Upholstery workers noticed a musky odor lurking in the shop following heavy rainstorms in July, which caused a significant amount of water to leak from the roof.

“We just figured with the water coming in, it was only a matter of time before we’d have a problem,” upholsterer Dave Peebler said.

The AOC, which serves as the facilities manager for the Congressional campus, has been working on a major project to replace the waterproofing system on the roofs of the House underground parking garages located near the shop, said spokeswoman Eva Malecki. The repairs are nearing completion and should correct the water leaks, Malecki added.

In the meantime, actions will be taken to make repairs to the upholstery shop, including scrubbing down the area, Malecki said.

“Air sampling will be conducted by safety specialists over the next few days to determine if any health hazards exist,” she said. “Additional actions will be taken as appropriate.”

But the damage has caused the ire of CAO Dan Beard, who first saw the mold during a visit to the shop two weeks ago.

Beard recalled: “I looked at the wall, and I saw the streaks, and said, ‘What the hell is that?’”

Beard ordered samples of the substance be sent to a lab for analysis. When specialists found that some of those samples showed 10 times the allowable level of penicillium and aspergillus, Beard immediately ordered the six upholstery employees be moved out of the shop.

“It’s a potential health hazard,” Beard said. “I don’t know how big of a health hazard, but I’m not going to take any chances.”

Aside from removing the employees, Beard also sent a letter to acting Architect of the Capitol Stephen Ayers detailing the closure. Copies of the letter, which was not made public, also were sent to House leadership officials and the House Appropriations and House Administration committees.

And Beard contacted the Office of Compliance, seeking guidance on the mold issue. OOC acting Executive Director Tamara Chrisler confirmed that an inspections process has begun at the site.

Penicillium and aspergillus are a common, natural mold, but subspecies can have some “nasty effects,” CAO Safety Coordinator Mike Garrott said.

The substance can cause respiratory issues, particularly in people with a damaged immune system, Garrott said.

“In a contained environment, it’s not good for you,” he added.

At the upholstery shop on Wednesday, Garrott pointed out where the largest sample of mold had been found. That mold had found a perfect place to grow, located underneath a cabinet that only recently had been removed during a remodeling project.

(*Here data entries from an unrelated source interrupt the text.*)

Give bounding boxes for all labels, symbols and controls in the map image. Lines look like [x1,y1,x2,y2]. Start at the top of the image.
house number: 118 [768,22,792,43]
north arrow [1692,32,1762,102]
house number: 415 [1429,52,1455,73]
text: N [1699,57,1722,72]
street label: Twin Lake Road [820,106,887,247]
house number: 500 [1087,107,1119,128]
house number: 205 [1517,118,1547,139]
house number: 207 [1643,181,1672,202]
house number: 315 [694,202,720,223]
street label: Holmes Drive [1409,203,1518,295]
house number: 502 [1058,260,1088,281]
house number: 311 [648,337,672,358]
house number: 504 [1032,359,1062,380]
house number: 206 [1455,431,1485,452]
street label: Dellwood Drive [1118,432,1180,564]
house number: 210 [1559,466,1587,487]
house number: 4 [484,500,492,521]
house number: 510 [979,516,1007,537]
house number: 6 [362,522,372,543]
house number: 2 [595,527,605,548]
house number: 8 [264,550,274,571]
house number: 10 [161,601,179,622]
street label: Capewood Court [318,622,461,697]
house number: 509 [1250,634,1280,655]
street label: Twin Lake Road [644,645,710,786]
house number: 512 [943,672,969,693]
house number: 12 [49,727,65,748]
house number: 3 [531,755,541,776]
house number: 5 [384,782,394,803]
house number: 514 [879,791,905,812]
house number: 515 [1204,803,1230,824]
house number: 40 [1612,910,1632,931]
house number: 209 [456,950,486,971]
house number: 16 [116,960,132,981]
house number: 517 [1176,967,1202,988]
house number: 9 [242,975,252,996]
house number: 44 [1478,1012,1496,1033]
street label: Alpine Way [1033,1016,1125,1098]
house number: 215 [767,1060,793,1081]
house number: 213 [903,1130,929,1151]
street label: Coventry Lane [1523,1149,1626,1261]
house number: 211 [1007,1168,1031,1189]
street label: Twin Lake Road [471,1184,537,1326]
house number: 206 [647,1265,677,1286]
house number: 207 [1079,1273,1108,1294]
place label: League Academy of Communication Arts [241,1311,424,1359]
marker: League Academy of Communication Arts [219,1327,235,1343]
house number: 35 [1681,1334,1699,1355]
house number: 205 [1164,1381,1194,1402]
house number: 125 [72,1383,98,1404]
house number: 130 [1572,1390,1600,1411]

The remodel efforts, which already have seen some of the facility’s cabinets removed and replaced, allowed workers to spot the substance. But the discovery of the mold also has stalled the remodel project — the floor can’t be replaced until the mold problem is taken care of, for example.

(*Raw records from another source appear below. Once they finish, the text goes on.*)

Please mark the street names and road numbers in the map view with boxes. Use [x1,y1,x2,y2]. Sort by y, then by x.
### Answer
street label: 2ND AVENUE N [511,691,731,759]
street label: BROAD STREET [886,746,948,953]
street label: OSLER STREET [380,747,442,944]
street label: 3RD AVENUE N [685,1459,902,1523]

“It’s probably good it happened when it happened, because everything would have been moved in,” Peebler noted.

Mold requires three things to grow, Garrott said: the proper medium, standing water and time.

“This was the perfect collision of things,” he added. “It doesn’t look like much. In fact, in the beginning, we thought it was rust.”

The six-person upholstery team should complete its move to nearby offices by Friday, said Carol Swan, the acting director of textiles.

Upholsterers are in charge of upkeep and repair on a range of furniture used in the House, from couches in Member offices to chairs used in committee rooms.

Much of the furniture requires historic preservation. Swan pointed to a black couch that had not been reupholstered since 1957.

Beard noted that because the employees are being moved to other offices, the time it takes to complete projects likely will increase.

“We’ll reduce productivity for awhile,” he said.